- _What to do_
The reply must consist of the lines from the first line of the records through the line containing "margin:0; font-family:Vollkorn,serif; background:var(--page);", copied exactly, with every picture omitted.

- _Input records_
'''
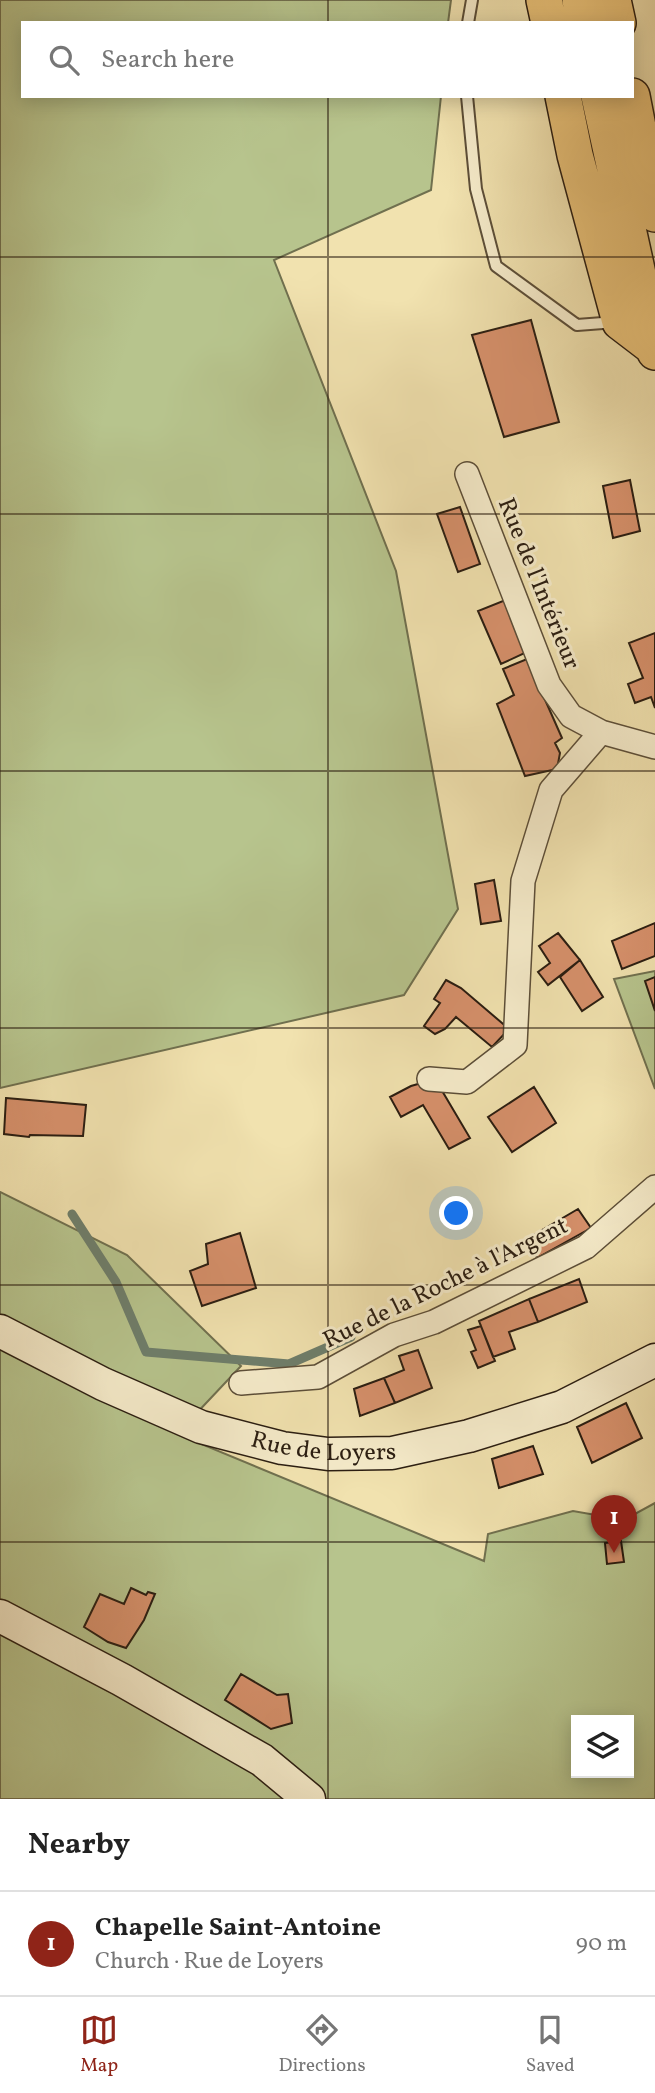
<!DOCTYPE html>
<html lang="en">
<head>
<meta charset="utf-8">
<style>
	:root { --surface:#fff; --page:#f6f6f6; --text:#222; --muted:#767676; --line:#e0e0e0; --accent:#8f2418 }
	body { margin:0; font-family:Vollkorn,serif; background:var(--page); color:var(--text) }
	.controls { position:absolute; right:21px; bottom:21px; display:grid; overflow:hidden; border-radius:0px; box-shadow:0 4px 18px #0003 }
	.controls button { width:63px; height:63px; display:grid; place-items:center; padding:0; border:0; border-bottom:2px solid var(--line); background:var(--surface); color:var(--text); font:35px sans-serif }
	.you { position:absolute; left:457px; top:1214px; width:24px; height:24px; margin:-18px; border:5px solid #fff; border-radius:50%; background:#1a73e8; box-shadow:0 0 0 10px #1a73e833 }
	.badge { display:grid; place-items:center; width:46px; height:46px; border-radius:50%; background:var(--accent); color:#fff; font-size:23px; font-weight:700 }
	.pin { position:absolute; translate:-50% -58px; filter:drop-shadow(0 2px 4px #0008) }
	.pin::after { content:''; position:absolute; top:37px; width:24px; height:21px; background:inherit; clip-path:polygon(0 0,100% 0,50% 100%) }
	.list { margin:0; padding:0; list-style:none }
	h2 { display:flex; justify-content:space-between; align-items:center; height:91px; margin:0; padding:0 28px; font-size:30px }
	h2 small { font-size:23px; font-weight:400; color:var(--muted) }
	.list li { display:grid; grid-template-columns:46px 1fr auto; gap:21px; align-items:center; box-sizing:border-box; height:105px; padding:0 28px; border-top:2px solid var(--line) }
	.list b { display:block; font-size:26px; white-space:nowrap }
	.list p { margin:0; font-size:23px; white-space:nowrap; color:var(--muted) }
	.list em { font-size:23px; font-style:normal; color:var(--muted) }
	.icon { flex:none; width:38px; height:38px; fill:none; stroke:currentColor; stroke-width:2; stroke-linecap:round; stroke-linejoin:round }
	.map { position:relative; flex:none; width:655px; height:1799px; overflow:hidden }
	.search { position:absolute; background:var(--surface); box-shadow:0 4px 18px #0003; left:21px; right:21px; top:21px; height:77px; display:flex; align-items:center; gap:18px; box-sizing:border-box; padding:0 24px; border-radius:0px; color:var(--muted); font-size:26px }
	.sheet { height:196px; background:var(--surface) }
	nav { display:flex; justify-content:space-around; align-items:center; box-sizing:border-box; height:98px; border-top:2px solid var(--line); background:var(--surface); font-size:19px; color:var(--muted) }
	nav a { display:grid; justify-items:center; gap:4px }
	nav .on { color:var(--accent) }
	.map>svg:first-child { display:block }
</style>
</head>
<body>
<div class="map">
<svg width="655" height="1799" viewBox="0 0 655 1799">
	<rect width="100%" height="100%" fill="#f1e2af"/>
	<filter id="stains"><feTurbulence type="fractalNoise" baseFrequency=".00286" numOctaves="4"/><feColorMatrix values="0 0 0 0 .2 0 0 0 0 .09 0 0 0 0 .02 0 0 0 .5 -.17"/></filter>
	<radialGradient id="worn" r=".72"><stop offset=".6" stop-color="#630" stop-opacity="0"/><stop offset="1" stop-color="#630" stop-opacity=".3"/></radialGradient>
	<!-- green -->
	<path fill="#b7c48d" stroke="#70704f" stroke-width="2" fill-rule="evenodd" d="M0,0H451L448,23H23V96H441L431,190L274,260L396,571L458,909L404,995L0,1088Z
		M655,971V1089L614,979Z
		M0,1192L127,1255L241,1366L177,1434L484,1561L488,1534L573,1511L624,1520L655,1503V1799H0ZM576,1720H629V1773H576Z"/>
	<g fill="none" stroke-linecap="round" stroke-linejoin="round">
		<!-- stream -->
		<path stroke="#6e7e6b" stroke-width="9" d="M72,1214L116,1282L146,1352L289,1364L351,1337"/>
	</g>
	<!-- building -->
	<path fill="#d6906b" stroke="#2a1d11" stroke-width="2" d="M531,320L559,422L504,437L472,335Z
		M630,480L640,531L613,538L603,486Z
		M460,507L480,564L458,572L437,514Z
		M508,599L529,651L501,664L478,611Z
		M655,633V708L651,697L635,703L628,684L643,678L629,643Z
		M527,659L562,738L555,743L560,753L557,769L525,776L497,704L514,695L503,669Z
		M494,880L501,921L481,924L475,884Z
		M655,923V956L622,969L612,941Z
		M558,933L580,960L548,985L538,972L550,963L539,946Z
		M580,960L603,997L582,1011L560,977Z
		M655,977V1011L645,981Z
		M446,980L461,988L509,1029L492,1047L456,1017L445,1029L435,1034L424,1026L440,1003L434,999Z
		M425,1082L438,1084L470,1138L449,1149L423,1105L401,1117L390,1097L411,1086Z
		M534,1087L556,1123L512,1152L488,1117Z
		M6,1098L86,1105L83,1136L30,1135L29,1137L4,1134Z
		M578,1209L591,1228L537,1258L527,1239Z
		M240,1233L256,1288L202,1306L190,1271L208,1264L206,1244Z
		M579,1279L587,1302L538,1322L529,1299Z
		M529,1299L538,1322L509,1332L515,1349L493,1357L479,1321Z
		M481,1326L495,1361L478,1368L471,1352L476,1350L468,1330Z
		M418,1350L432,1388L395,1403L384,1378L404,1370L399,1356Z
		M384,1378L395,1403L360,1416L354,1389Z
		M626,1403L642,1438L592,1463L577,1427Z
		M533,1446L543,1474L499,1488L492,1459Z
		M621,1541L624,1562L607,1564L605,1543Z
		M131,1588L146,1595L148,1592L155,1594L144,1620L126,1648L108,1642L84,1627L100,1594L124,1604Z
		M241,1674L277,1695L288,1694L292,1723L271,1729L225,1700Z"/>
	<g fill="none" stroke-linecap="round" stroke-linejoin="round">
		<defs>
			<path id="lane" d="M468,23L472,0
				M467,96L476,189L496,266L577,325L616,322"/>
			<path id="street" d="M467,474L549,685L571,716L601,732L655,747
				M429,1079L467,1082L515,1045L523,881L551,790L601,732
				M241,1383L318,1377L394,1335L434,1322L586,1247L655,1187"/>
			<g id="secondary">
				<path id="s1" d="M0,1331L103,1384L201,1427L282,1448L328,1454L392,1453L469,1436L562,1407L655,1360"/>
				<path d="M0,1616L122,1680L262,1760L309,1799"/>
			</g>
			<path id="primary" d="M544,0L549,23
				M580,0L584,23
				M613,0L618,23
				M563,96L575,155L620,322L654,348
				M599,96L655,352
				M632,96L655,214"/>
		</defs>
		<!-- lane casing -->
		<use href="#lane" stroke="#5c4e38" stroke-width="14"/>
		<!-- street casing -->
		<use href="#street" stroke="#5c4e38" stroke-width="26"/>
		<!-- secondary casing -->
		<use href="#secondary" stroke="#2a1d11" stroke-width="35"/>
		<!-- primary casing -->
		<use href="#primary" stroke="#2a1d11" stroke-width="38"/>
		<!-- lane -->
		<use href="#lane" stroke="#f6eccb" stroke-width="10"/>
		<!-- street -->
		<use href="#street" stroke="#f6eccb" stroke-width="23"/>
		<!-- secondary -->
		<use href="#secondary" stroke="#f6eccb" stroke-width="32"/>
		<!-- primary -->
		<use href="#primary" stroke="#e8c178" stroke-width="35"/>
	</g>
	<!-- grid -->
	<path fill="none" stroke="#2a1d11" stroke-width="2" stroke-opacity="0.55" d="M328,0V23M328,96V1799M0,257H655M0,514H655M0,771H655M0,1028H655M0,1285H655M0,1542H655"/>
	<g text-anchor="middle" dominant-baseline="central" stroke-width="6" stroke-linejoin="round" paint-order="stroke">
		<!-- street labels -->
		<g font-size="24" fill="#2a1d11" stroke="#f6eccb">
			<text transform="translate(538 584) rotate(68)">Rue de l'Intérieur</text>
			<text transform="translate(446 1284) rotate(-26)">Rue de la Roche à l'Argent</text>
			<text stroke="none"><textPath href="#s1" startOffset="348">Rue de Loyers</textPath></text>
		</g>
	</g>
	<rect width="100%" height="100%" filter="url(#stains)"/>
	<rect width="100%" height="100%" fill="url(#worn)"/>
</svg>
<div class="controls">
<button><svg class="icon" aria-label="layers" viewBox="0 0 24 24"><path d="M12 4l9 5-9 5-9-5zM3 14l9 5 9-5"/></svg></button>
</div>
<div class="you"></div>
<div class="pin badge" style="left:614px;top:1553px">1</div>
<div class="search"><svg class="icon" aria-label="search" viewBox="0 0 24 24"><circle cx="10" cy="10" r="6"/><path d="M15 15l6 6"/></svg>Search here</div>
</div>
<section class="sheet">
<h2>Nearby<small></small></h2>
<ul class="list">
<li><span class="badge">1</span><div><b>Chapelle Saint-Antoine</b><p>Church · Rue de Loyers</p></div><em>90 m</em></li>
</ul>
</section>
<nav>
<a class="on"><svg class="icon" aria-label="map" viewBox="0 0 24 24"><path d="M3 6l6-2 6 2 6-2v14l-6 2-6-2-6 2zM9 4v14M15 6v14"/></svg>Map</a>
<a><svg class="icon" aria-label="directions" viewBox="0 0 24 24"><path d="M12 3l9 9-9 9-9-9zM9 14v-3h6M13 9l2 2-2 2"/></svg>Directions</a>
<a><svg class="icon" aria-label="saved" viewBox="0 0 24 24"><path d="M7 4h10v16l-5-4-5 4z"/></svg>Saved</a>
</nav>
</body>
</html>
'''
- _Response to this exercise_
<!DOCTYPE html>
<html lang="en">
<head>
<meta charset="utf-8">
<style>
	:root { --surface:#fff; --page:#f6f6f6; --text:#222; --muted:#767676; --line:#e0e0e0; --accent:#8f2418 }
	body { margin:0; font-family:Vollkorn,serif; background:var(--page); color:var(--text) }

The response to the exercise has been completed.